PCOMPBIOL-D-25-00787R1

FORECASTING DRUG RESISTANT HIV PROTEASE EVOLUTION

PLOS Computational Biology

Dear Dr. Aggarwal,

Thank you for submitting your manuscript to PLOS Computational Biology. After careful consideration, we feel that it has merit but does not fully meet PLOS Computational Biology's publication criteria as it currently stands. Therefore, we invite you to submit a revised version of the manuscript that addresses the points raised during the review process.

Please submit your revised manuscript by Jan 12 2026 11:59PM. If you will need more time than this to complete your revisions, please reply to this message or contact the journal office at ploscompbiol@plos.org. When you're ready to submit your revision, log on to https://www.editorialmanager.com/pcompbiol/ and select the 'Submissions Needing Revision' folder to locate your manuscript file.

Please include the following items when submitting your revised manuscript:

* A rebuttal letter that responds to each point raised by the editor and reviewer(s). You should upload this letter as a separate file labeled 'Response to Reviewers'. This file does not need to include responses to formatting updates and technical items listed in the 'Journal Requirements' section below.

* A marked-up copy of your manuscript that highlights changes made to the original version. You should upload this as a separate file labeled 'Revised Manuscript with Track Changes'.

* An unmarked version of your revised paper without tracked changes. You should upload this as a separate file labeled 'Manuscript'.

If you would like to make changes to your financial disclosure, competing interests statement, or data availability statement, please make these updates within the submission form at the time of resubmission. Guidelines for resubmitting your figure files are available below the reviewer comments at the end of this letter.

We look forward to receiving your revised manuscript.

Kind regards,

Jessica M. Conway

Academic Editor

PLOS Computational Biology

Marc Birtwistle

Please submit your revised manuscript by Jan 12 2026 11:59PM. If you will need more time than this to complete your revisions, please reply to this message or contact the journal office at ploscompbiol@plos.org. When you're ready to submit your revision, log on to https://www.editorialmanager.com/pcompbiol/ and select the 'Submissions Needing Revision' folder to locate your manuscript file.

Section Editor

PLOS Computational Biology

Additional Editor Comments:

Reviewer 1 continues to raise serious concerns about the readability and understandability of the paper even after one round of major revision. If the next version of the revised manuscript does not address such concerns we will not further consider the paper. This includes readability of figures such as fonts being too small (this is just one example of many).

Please also make your code publicly available in addition to your data, in line with PLoS policy. Details available at https://journals.plos.org/ploscompbiol/s/code-availability.

Reviewers' comments:

Reviewer's Responses to Questions

Comments to the Authors:

Please note here if the review is uploaded as an attachment.

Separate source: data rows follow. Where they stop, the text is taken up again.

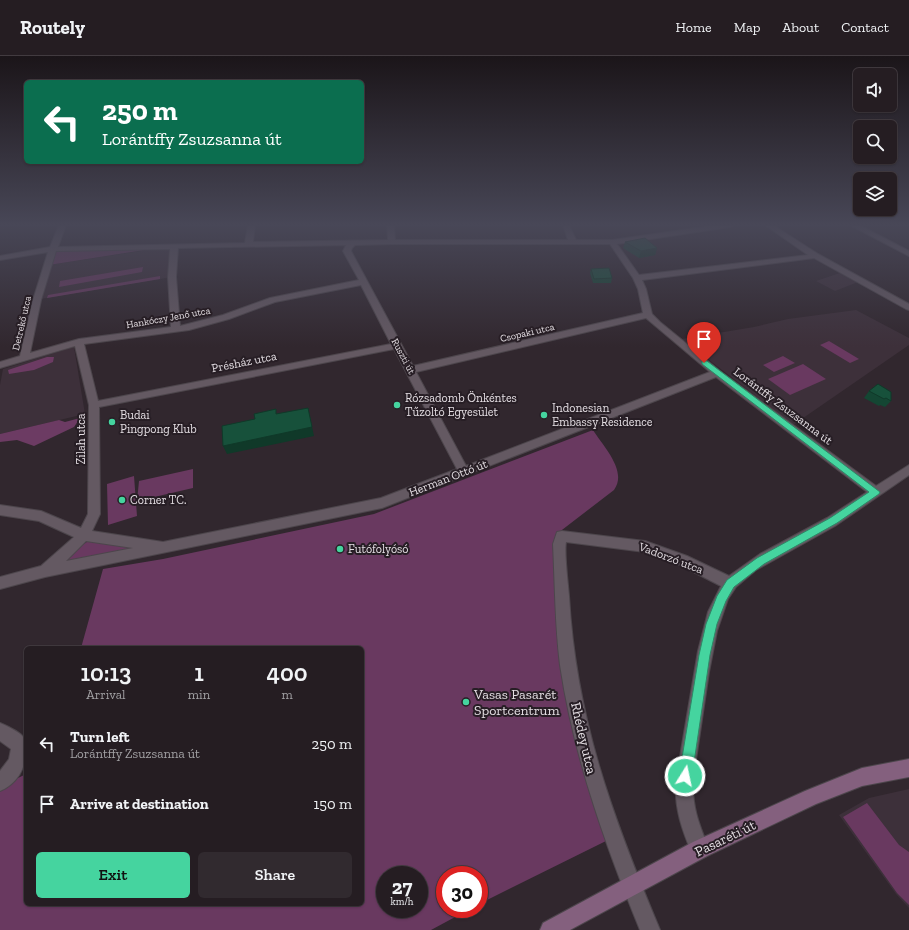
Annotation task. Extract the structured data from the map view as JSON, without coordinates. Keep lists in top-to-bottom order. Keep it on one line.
{"streets":{"street":["Hankóczy Jenő utca","Detrekő utca","Csopaki utca","Ruszti út","Présház utca","Lorántffy Zsuzsanna út","Zilah utca","Herman Ottó út","Vadorzó utca","Rhédey utca","Pasaréti út"]},"crossings":[["Hankóczy Jenő utca","Detrekő utca"],["Hankóczy Jenő utca","Ruszti út"],["Hankóczy Jenő utca","Zilah utca"],["Csopaki utca","Ruszti út"],["Csopaki utca","Lorántffy Zsuzsanna út"],["Ruszti út","Présház utca"],["Ruszti út","Herman Ottó út"],["Présház utca","Zilah utca"],["Lorántffy Zsuzsanna út","Herman Ottó út"],["Zilah utca","Herman Ottó út"],["Vadorzó utca","Rhédey utca"],["Rhédey utca","Pasaréti út"]],"places":["Rózsadomb Önkéntes Tűzoltó Egyesület","Indonesian Embassy Residence","Budai Pingpong Klub","Corner TC.","Futófolyósó","Vasas Pasarét Sportcentrum"],"page":{"header":"Routely","nav":["Home","Map","About","Contact"],"turn":["250 m","Lorántffy Zsuzsanna út"],"eta":["10:13","Arrival","1","min","400","m"],"list":[{"name":"Turn left","note":"Lorántffy Zsuzsanna út","value":"250 m"},{"name":"Arrive at destination","value":"150 m"}],"buttons":["Exit","Share"],"speed":"27 km/h","limit":"30"}}
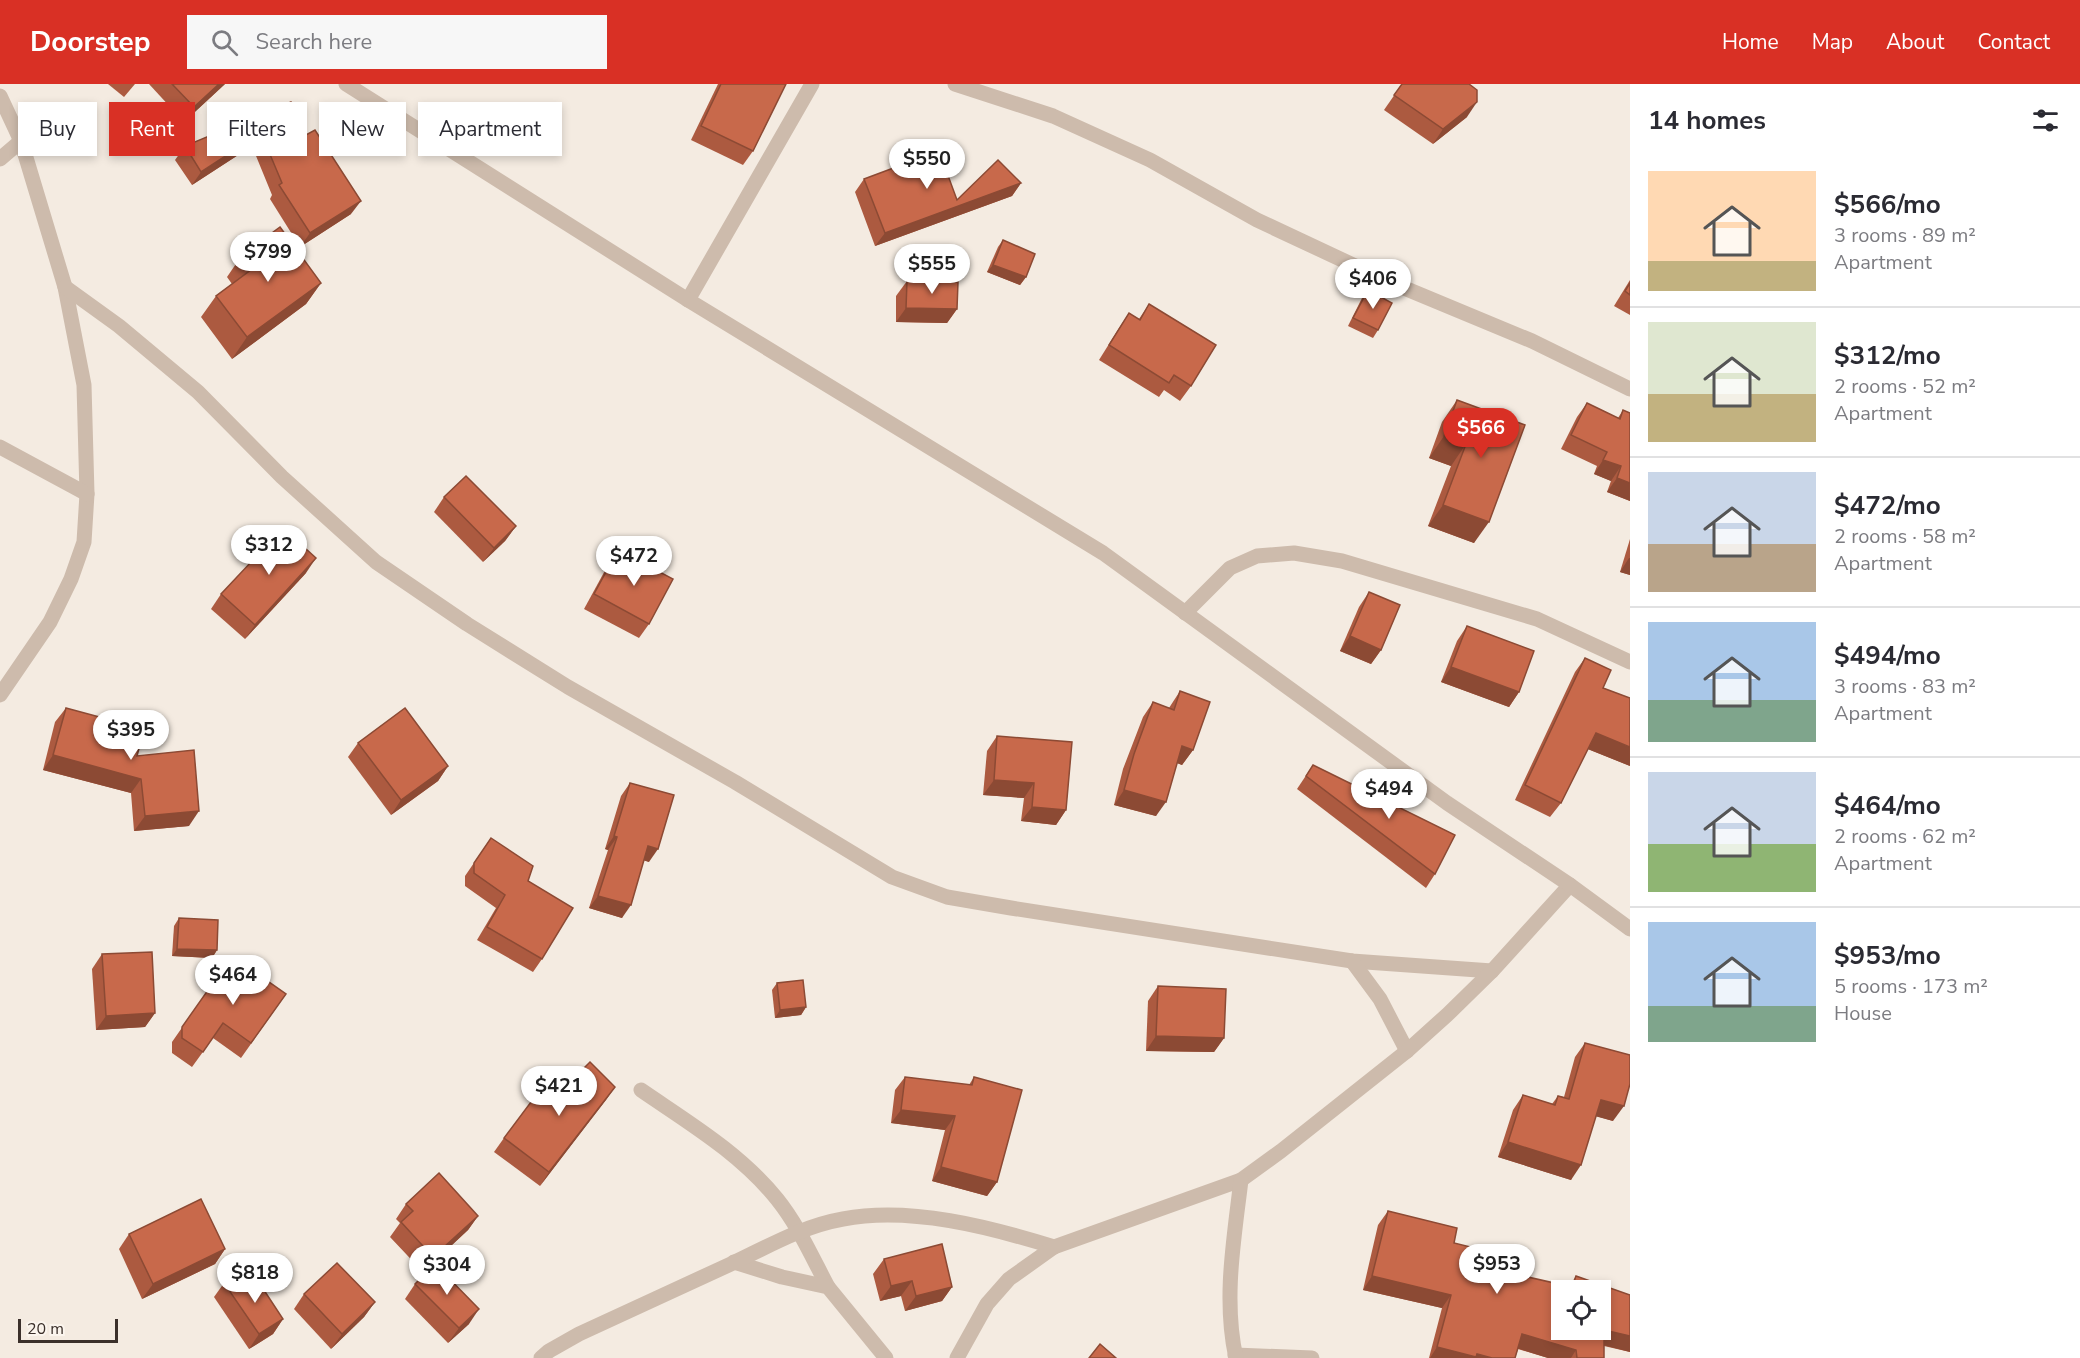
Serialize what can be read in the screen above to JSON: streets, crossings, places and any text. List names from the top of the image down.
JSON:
{
  "scale_bar": "20 m",
  "page": {
    "header": "Doorstep",
    "search": "Search here",
    "nav": [
      "Home",
      "Map",
      "About",
      "Contact"
    ],
    "heading": "14 homes",
    "chip": [
      "Buy",
      "Rent",
      "Filters",
      "New",
      "Apartment"
    ],
    "price": [
      "$550",
      "$799",
      "$555",
      "$406",
      "$566",
      "$312",
      "$472",
      "$395",
      "$494",
      "$464",
      "$421",
      "$953",
      "$304",
      "$818"
    ],
    "list": [
      {
        "name": "$566/mo",
        "note": "3 rooms · 89 m² · Apartment"
      },
      {
        "name": "$312/mo",
        "note": "2 rooms · 52 m² · Apartment"
      },
      {
        "name": "$472/mo",
        "note": "2 rooms · 58 m² · Apartment"
      },
      {
        "name": "$494/mo",
        "note": "3 rooms · 83 m² · Apartment"
      },
      {
        "name": "$464/mo",
        "note": "2 rooms · 62 m² · Apartment"
      },
      {
        "name": "$953/mo",
        "note": "5 rooms · 173 m² · House"
      }
    ],
    "scale": "20 m"
  }
}
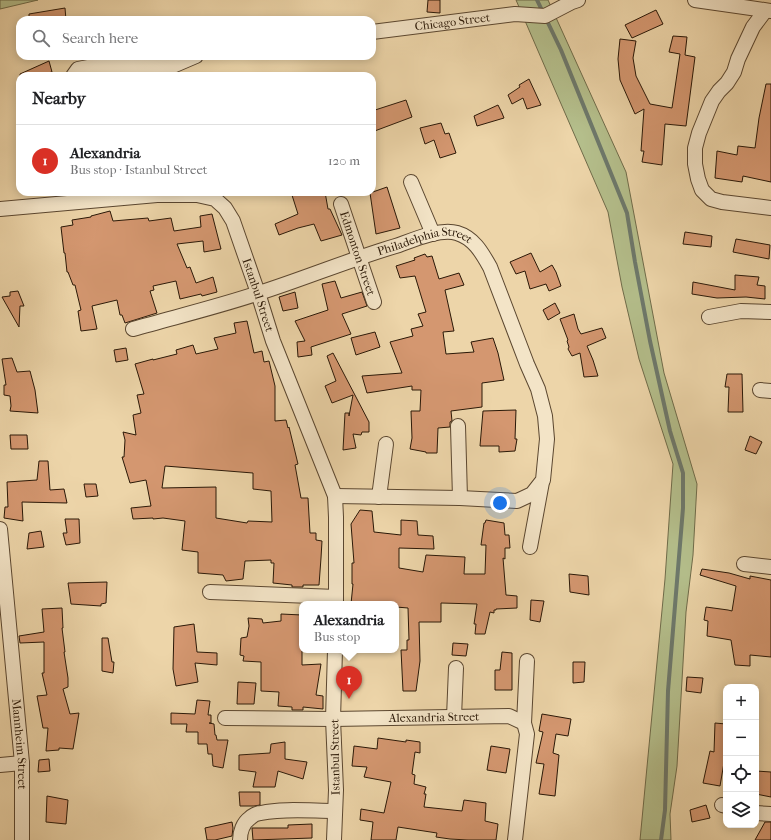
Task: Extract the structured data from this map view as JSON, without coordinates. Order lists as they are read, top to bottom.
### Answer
{
  "streets": {
    "street": [
      "Chicago Street",
      "Philadelphia Street",
      "Edmonton Street",
      "Istanbul Street",
      "Alexandria Street",
      "Mannheim Street"
    ]
  },
  "crossings": [
    ["Philadelphia Street", "Edmonton Street"],
    ["Philadelphia Street", "Istanbul Street"],
    ["Istanbul Street", "Alexandria Street"]
  ],
  "page": {
    "search": "Search here",
    "heading": "Nearby",
    "list": [
      {
        "mark": "1",
        "name": "Alexandria",
        "note": "Bus stop · Istanbul Street",
        "value": "120 m"
      }
    ],
    "popup": ["Alexandria", "Bus stop"],
    "pins": "1",
    "map_buttons": ["+", "−"]
  }
}
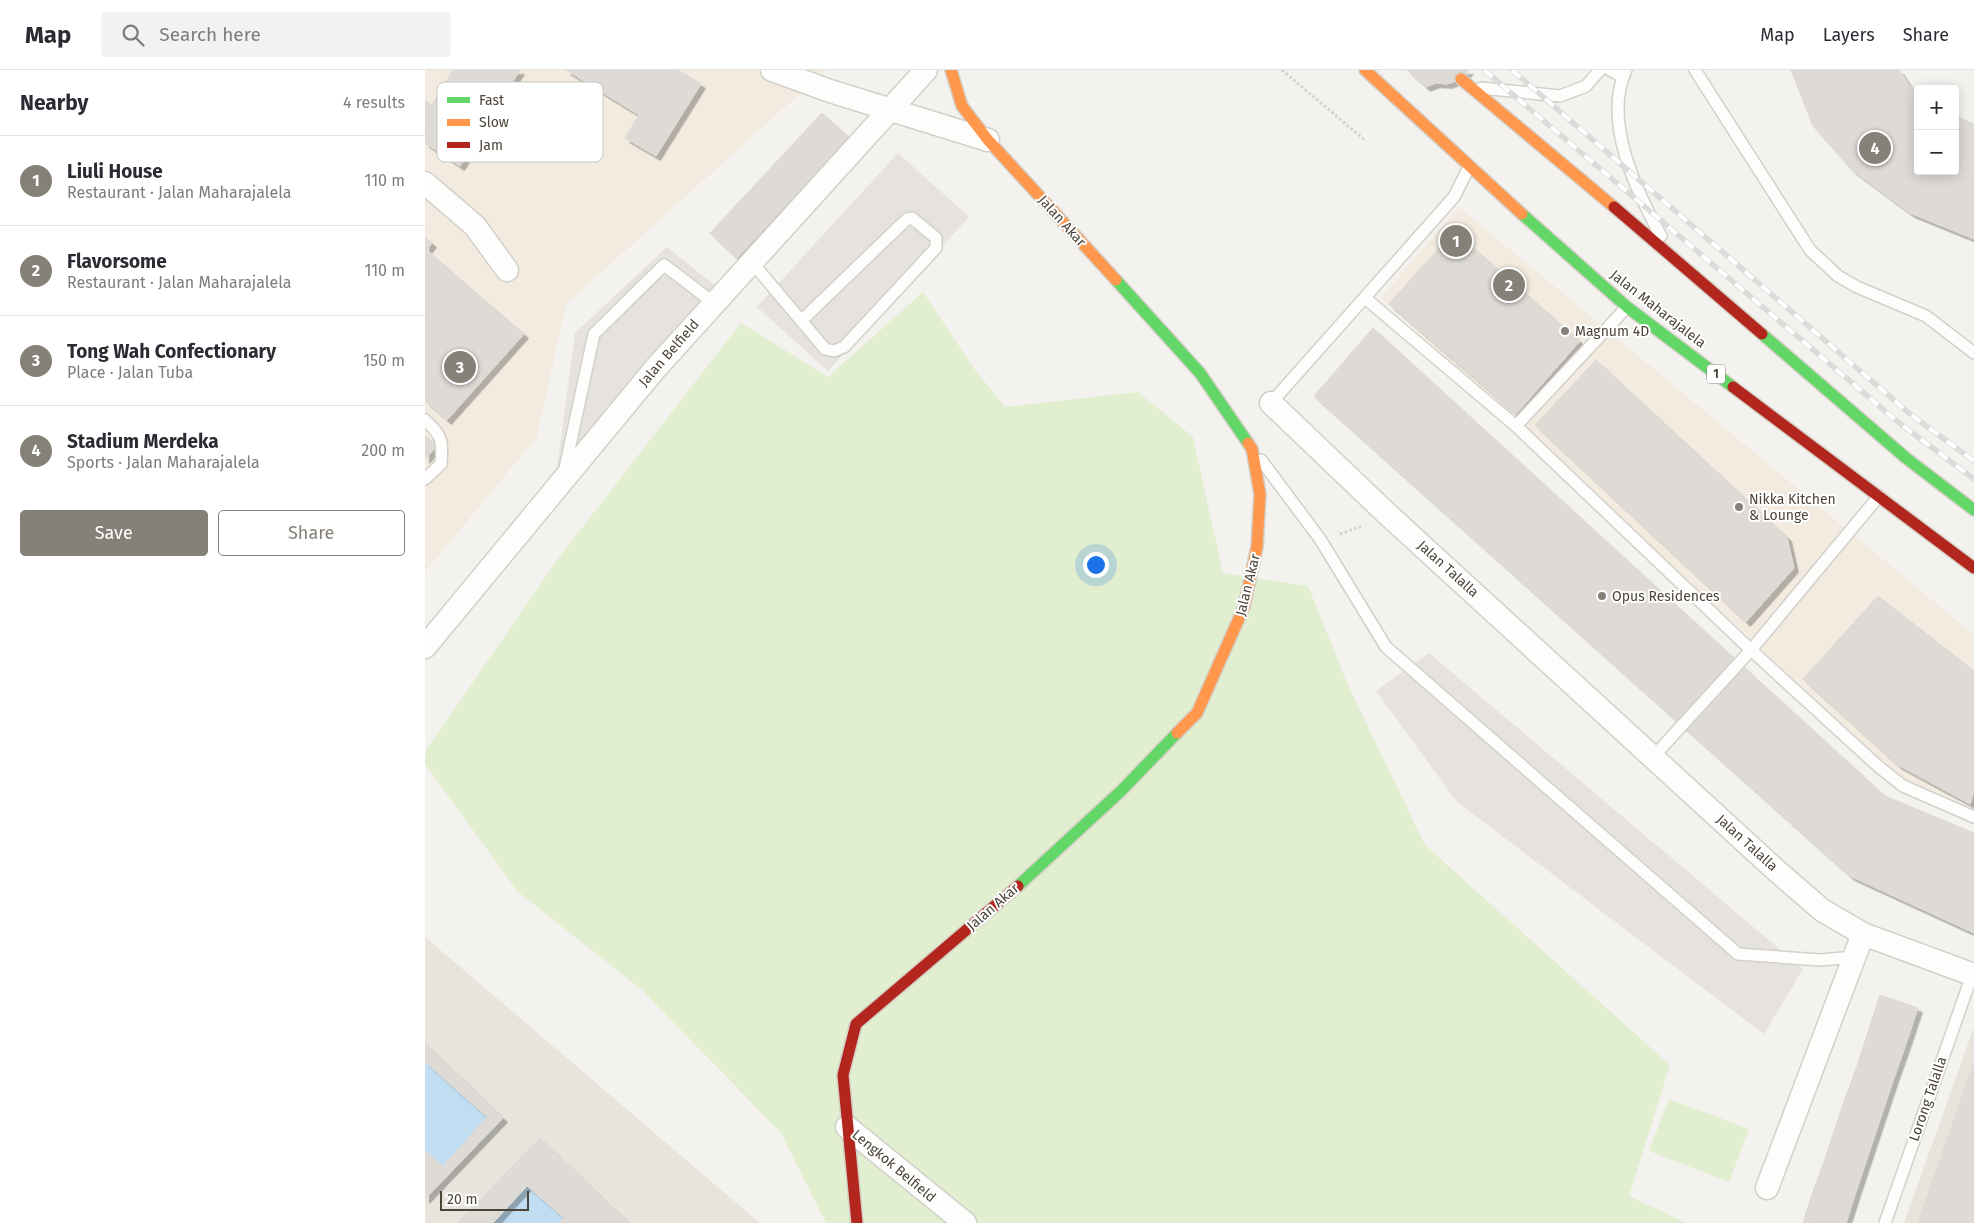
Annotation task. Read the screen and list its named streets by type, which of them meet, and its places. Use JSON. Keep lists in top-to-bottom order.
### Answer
{
  "streets": {
    "main road": ["Jalan Akar", "Jalan Maharajalela", "1"],
    "street": ["Jalan Belfield", "Jalan Talalla", "Lengkok Belfield"],
    "lane": ["Lorong Talalla"]
  },
  "crossings": [
    ["Jalan Akar", "Jalan Belfield"],
    ["Jalan Akar", "Lengkok Belfield"],
    ["Jalan Maharajalela", "Jalan Talalla"],
    ["Jalan Talalla", "Lorong Talalla"]
  ],
  "places": ["Magnum 4D", "Nikka Kitchen & Lounge", "Opus Residences"],
  "legend": ["Fast", "Slow", "Jam"],
  "scale_bar": "20 m",
  "page": {
    "header": "Map",
    "search": "Search here",
    "nav": ["Map", "Layers", "Share"],
    "heading": ["Nearby", "4 results"],
    "map_buttons": ["+", "−"],
    "pins": [
      "4",
      "1",
      "2",
      "3"
    ],
    "list": [
      {
        "mark": "1",
        "name": "Liuli House",
        "note": "Restaurant · Jalan Maharajalela",
        "value": "110 m"
      },
      {
        "mark": "2",
        "name": "Flavorsome",
        "note": "Restaurant · Jalan Maharajalela",
        "value": "110 m"
      },
      {
        "mark": "3",
        "name": "Tong Wah Confectionary",
        "note": "Place · Jalan Tuba",
        "value": "150 m"
      },
      {
        "mark": "4",
        "name": "Stadium Merdeka",
        "note": "Sports · Jalan Maharajalela",
        "value": "200 m"
      }
    ],
    "buttons": ["Save", "Share"],
    "scale": "20 m"
  }
}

Reviewer #1: This was a confusing submission to review. Effectively the entire paper has been rewritten, but some of the more important points I raised in my review haven't been addressed: isn't the state space of interactions too big for meaning fitting? why is beta interesting?

I continue to believe that there is interesting content here. But it is super hard to pull out from the manuscript. Having made some comments previously about the difficulty of reading and intepreting this manuscript, I cannot really see that things have much improved. There are 65 figure panels to digest; many of them have illegibly small text. The core ideas are very hard to connect upon reading and the mysteries above make this harder. Fig 2 and Fig 3 appear to have been swapped around. Basically -- this is a very hard paper to read. The overall message (I think) is -- we look statistically at interactions between residues and show that this motivates simulations that inform us about drug resistance. But that message gets lost at almost every stage -- it is very hard to see how the output of an individual subsection gets us towards the goal (until the end).

I suggest that the authors focus the story on Fig 3A, Fig 2A, Fig 5*, Fig 6, Fig 7*, Fig 9*, where the * means to focus on one particular drug as the lead message then illustrate variability around that. Figs 1 and 4 provide nothing to the narrative (and unless I am misunderstanding Fig 4 and Sec 2.5 are not very interesting anyway); Fig 8 is less interesting than its neighbours, and the complexity of the article needs reducing. Other content could go to the SI. The methods need to come before the results.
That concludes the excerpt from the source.